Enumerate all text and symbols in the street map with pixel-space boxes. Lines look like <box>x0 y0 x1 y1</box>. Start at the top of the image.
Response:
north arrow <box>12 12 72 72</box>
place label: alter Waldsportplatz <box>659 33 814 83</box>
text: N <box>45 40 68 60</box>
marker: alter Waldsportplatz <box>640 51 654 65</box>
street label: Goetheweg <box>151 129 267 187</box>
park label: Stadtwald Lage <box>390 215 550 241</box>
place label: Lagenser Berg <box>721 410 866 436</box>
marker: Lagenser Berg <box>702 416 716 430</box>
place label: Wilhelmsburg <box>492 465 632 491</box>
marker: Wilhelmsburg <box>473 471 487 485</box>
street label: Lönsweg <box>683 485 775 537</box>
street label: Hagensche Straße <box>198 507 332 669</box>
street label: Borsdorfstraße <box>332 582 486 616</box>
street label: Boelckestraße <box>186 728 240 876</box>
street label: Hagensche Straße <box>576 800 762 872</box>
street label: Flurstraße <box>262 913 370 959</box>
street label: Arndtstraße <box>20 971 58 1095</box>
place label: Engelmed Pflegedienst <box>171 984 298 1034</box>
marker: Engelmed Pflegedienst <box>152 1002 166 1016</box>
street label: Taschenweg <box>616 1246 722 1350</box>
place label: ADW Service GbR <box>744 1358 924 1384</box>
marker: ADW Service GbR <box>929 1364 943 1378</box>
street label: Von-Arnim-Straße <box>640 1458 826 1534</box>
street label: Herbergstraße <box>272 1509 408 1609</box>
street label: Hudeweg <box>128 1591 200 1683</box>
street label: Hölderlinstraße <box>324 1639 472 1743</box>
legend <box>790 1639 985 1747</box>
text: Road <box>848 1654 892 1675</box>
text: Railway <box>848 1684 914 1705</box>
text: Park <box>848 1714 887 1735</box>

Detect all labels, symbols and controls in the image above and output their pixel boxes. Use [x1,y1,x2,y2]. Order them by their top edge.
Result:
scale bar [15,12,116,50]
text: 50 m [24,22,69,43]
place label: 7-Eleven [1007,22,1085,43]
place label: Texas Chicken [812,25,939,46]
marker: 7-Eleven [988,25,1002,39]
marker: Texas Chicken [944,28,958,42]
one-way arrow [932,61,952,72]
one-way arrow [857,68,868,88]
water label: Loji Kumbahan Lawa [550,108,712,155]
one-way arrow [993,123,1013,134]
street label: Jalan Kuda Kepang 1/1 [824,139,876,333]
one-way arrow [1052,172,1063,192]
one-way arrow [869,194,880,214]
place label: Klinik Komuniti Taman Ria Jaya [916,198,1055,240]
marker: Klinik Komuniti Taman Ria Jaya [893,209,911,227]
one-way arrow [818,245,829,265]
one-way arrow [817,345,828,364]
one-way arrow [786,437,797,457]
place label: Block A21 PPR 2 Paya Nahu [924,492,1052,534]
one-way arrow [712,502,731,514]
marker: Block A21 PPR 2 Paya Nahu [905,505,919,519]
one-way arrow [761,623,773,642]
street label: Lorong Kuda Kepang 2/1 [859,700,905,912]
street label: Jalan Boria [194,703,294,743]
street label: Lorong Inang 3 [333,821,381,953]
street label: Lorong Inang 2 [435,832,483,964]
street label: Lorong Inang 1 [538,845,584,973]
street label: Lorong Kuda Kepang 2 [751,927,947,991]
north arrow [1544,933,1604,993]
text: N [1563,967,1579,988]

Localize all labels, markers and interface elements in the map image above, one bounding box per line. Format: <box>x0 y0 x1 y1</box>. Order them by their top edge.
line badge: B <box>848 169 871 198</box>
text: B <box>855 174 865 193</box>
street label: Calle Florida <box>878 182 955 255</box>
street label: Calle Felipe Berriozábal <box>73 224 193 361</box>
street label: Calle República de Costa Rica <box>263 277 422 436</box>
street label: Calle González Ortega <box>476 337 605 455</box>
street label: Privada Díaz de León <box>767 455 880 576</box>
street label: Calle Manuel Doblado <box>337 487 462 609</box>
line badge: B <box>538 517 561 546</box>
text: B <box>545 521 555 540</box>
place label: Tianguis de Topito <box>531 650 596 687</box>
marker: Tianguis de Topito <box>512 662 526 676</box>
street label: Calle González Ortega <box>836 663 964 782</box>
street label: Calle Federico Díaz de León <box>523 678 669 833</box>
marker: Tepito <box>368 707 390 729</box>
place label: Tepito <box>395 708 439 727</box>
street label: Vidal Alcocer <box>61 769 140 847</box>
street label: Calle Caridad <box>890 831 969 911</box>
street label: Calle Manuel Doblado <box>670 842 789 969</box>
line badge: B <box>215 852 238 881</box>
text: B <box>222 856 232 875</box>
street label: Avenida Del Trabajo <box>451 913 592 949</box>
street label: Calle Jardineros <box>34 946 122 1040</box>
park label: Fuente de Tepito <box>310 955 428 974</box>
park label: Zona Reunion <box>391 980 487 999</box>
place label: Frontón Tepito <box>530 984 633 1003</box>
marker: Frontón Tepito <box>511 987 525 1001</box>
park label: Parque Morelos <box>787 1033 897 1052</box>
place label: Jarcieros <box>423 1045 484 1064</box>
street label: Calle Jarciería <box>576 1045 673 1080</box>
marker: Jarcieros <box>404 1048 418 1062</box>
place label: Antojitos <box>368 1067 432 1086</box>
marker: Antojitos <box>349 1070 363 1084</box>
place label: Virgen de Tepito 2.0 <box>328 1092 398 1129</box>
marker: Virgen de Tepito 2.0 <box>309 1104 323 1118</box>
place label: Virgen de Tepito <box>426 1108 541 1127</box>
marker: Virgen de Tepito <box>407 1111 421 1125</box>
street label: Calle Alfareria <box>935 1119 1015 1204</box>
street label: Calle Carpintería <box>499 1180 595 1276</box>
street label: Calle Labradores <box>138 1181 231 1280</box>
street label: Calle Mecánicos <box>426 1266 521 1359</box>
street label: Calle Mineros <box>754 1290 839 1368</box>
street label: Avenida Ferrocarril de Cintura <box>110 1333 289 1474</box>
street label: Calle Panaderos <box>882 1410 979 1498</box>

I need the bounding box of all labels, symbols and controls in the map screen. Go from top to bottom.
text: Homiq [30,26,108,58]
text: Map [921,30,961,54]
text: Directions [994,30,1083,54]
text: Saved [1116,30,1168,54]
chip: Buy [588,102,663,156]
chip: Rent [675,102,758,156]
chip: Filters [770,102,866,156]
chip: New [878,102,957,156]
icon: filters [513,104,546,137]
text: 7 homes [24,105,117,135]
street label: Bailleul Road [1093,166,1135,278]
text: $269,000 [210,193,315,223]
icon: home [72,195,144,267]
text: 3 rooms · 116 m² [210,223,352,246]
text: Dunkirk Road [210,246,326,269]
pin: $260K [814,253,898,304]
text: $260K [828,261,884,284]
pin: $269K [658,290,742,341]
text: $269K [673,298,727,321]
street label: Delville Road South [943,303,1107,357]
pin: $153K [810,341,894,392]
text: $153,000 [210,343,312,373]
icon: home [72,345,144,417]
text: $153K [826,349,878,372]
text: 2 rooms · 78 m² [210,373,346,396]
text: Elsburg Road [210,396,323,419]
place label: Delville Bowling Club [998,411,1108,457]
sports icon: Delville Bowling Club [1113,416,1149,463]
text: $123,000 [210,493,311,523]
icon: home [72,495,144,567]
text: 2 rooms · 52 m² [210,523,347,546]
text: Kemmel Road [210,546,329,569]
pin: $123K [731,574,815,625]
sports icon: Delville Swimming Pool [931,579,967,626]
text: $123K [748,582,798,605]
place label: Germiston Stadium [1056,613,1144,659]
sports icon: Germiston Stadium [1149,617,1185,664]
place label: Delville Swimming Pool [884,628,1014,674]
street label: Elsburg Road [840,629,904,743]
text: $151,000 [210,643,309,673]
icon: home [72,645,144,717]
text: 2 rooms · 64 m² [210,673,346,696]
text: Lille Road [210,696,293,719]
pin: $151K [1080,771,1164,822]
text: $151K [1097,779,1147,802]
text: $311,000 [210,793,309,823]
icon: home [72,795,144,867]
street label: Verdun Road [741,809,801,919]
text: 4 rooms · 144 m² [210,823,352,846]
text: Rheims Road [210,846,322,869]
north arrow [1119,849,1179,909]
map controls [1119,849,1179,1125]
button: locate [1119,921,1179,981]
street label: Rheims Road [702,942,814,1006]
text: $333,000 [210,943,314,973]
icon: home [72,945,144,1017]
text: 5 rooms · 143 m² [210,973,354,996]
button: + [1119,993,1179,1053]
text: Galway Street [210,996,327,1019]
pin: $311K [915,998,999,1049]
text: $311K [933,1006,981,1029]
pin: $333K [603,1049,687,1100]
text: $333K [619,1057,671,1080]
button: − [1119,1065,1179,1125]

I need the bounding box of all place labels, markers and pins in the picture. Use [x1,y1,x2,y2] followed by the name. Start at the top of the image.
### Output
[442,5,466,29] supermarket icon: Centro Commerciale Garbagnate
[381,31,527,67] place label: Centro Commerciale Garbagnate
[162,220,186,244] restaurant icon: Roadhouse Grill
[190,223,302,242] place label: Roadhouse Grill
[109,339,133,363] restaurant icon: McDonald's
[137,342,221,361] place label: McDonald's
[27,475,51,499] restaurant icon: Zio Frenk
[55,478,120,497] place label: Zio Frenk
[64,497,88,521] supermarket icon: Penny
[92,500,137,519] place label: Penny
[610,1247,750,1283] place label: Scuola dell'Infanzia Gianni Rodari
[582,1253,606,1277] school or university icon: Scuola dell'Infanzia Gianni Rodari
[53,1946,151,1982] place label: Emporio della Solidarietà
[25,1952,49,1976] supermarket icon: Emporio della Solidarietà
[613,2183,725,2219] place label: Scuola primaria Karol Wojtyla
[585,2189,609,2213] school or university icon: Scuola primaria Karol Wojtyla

┄┄┄┄┄┄

For each line above that holds the string "labels", provide a copy of that line.

Detect all labels, symbols and controls in the image above and output their pixel boxes. Use [x1,y1,x2,y2]. Order them by their top edge.
Localize all labels, markers and interface elements in the map image above, one bounding box per line. Format: <box>x0 y0 x1 y1</box>. Order them by their top edge.
I need the bounding box of all labels, symbols and controls in the map screen. Go from top to bottom.
I need the bounding box of all place labels, markers and pins in the picture. Use [x1,y1,x2,y2] followed by the name. Start at the top of the image.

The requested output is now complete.